India’s space agency ISRO will attempt to launch its second lunar Chandrayaan-2, in April this year, with a launch window that will last until October.
Additionally, ISRO’s new Chairman, Dr. K Sivan, declared that the total cost of the mission, including launch, will amount to about US$125 million, with a mission duration of 1 year. This is approximately a third more than ISRO’s first lunar mission in 2008, Chandrayaan-1, which cost less than US$90 million but which was far less complex.
Unlike the first mission, which comprised a lunar orbiter and an impactor, Chandrayaan-2 will carry an orbiter, a lander and a rover. It will aim to achieve a soft landing on the lunar south pole between the craters Manzinus C and Simpelius N. The mission will focus on studying lunar mineralogy and subterranean ice, with secondary scientific objectives including studying the lunar exosphere and seismology.
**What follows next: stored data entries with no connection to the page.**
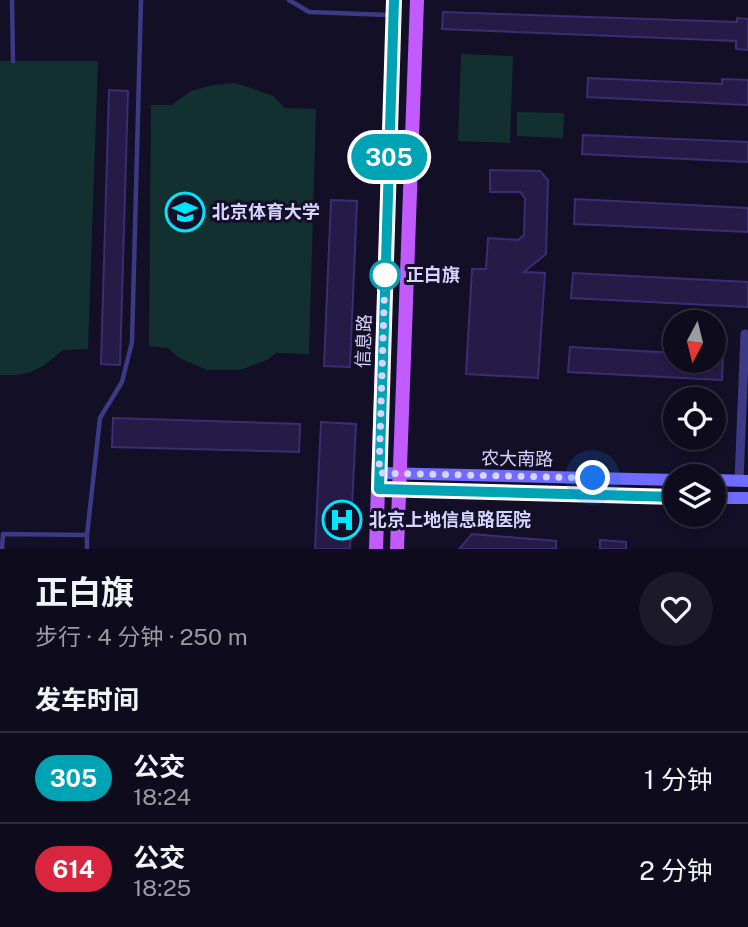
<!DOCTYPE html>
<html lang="zh">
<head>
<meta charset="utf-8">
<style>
  :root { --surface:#0e0b1c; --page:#1c1929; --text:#f1f3f6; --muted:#9b9ba3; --line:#2e2b3b }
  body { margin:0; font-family:"Public Sans","Noto Sans SC",sans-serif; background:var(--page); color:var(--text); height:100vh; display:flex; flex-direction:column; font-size:26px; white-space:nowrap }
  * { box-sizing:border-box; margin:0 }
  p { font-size:23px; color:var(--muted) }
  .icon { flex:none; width:38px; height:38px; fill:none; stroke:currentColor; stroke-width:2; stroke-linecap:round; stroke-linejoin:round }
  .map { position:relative; height:549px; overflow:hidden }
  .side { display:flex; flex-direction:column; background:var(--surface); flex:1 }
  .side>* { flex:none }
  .badge { padding:0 14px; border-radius:23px; font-size:24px; line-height:46px }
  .needle { width:46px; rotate:187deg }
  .controls { position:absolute; left:663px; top:310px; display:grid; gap:14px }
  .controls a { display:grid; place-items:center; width:63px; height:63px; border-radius:50%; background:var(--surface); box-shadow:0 4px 10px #0003,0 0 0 2px var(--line); font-size:35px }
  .you { position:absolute; width:35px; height:35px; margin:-18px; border:5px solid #fff; border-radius:50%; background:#1a73e8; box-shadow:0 0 0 10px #1a73e833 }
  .map>.badge { position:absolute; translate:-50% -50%; box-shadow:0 0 0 4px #fff }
  h2 { padding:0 35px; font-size:26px; line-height:63px }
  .round { display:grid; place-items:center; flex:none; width:74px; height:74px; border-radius:37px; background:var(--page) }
  .headline { display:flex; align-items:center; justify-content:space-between; height:119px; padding:0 35px }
  h1 { font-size:33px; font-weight:700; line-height:52px }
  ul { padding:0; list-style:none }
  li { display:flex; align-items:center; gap:21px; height:91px; padding:0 35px; border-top:2px solid var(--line) }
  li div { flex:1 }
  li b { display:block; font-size:26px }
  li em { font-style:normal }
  li .badge { min-width:77px; font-weight:700; text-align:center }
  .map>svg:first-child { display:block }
</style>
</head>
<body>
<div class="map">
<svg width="748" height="549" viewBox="0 0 748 549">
  <rect width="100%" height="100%" fill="#130f26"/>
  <g fill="#12302f">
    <polygon points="461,54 513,56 510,143 458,141"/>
    <polygon points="0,61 98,61 88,349 63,350 43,366 31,372 18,375 0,375"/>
    <polygon points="236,83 273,96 285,108 316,109 309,354 276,353 267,360 240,370 207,370 179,358 168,348 149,346 151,105 172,105 191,91 213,85"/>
    <polygon points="517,112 564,113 563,138 517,136"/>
  </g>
  <g fill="#241b47" stroke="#3b2d73" stroke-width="2">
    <polygon points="443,12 737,22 737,18 748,19 748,50 736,49 736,41 442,29"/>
    <polygon points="588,78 722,84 722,79 748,80 748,105 587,97"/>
    <polygon points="109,90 128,91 120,365 101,364"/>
    <polygon points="583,135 748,142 748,162 582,154"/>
    <polygon points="490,170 540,171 548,180 546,254 524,272 545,273 538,378 466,374 472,269 486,269 488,238 518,240 524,235 525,198 520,192 490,192"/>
    <polygon points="575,199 748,208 748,232 574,224"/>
    <polygon points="331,200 357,201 350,367 324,366"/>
    <polygon points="573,273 748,282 748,307 571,298"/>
    <polygon points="570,347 676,353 676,360 714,360 714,355 723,355 722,380 568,372"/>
    <polygon points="113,418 300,424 299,452 112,447"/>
    <polygon points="321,422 356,424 350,549 315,549"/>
    <polygon points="472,534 556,541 556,549 459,549"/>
    <polygon points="600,540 626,542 626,549 600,549"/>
  </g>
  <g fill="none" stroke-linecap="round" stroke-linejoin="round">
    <g stroke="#3d3a85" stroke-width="4.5">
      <polyline points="12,0 13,61"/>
      <polyline points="289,0 309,12 389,15"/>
      <polyline points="87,535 100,418 122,382 132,342 141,0"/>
      <polyline points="2,549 3,534 87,535 87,549"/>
    </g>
    <polyline stroke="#3d3a85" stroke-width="9" points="739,481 745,334"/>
    <g stroke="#6f6bff" stroke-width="12">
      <polyline points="379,473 676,480"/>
      <polyline points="714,480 748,481"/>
      <polyline points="378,489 676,497"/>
      <polyline points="714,498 748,498"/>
    </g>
    <g stroke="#c25bff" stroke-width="14">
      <polyline points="376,549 394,0"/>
      <polyline points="397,549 417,0"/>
    </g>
  </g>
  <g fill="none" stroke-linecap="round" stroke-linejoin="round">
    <defs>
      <polyline id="line" points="394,0 379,489 676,497"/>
    </defs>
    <use href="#line" stroke="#fff" stroke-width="16"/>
    <use href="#line" stroke="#00a3b4" stroke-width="10"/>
    <polyline stroke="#d9d4ff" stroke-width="7" stroke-dasharray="0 12.6" points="385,275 379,473 593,478"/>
  </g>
  <defs>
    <symbol id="university-ring" viewBox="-11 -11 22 22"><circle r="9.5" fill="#130f26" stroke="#00e5ff" stroke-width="1.5"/><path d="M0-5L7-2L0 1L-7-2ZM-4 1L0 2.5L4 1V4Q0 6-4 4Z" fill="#00e5ff"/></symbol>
    <symbol id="hospital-ring" viewBox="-11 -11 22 22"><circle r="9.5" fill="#130f26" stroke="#00e5ff" stroke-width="1.5"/><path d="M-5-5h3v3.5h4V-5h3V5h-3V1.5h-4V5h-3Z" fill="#00e5ff"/></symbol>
  </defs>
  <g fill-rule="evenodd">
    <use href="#university-ring" x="163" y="190" width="44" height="44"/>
    <use href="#hospital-ring" x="320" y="498" width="44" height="44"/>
  </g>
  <circle fill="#fff" stroke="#00a3b4" stroke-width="3.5" cx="385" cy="275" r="14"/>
  <g text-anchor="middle" stroke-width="6" stroke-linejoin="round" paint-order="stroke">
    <g font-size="18" font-weight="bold" fill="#d9d4ff" stroke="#130f26" text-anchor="start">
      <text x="212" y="218">北京体育大学</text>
      <text x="369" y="526">北京上地信息路医院</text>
    </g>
    <g font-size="18" font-weight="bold" fill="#d9d4ff" stroke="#130f26" text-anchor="start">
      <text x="406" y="281">正白旗</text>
    </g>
    <g font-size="18" fill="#d9d4ff" stroke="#130f26">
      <text transform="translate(364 341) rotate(-88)" y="6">信息路</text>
      <text transform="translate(517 459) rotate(1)" y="6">农大南路</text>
    </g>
  </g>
</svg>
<div class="controls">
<a><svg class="needle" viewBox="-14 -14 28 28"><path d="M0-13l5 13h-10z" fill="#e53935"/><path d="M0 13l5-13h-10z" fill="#9b9ba3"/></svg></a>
<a><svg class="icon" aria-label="locate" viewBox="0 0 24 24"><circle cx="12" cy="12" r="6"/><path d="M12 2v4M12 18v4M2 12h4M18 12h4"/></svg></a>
<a><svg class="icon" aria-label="layers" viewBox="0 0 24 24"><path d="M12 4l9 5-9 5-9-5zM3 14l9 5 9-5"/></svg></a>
</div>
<div class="you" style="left:593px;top:478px"></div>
<b class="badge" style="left:389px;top:157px;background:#00a3b4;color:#fff">305</b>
</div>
<section class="side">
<div class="headline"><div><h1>正白旗</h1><p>步行 · 4 分钟 · 250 m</p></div><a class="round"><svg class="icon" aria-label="heart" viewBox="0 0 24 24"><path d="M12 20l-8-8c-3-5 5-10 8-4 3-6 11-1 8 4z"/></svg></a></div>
<h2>发车时间</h2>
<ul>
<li><span class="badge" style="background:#00a3b4;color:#fff">305</span><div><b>公交</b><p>18:24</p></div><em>1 分钟</em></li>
<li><span class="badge" style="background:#d7263d;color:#fff">614</span><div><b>公交</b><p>18:25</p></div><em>2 分钟</em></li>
</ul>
</section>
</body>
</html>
The orbiter will carry 6 payloads: an Orbiter High Resolution Camera (OHRC), a Soft X-ray Spectrometer (CLASS), an L and S band Synthetic Aperture Radar (SAR), an Imaging IR Spectrometer (IIRS), a Neutral Mass Spectrometer (ChACE-2), and a Terrain Mapping Camera-2 (TMC-2). Meanwhile, the lander will carry 4 payloads comprising a seismometer, thermal probe, Langmuir probe, and a radio occultation experiment, and the rover will carry two spectroscopes. All payloads have been developed within India, mostly by ISRO divisions and affiliated institutions.
Chandrayaan-2 will be launched on a Geosynchronous Satellite Launch Vehicle (GSLV Mk II), and will have a mass of approximately 3,000 kg. If it occurs on schedule in April, it will be 2018’s first lunar mission, followed by China’s Chang’e 4, which will probably occur in the second half of the year.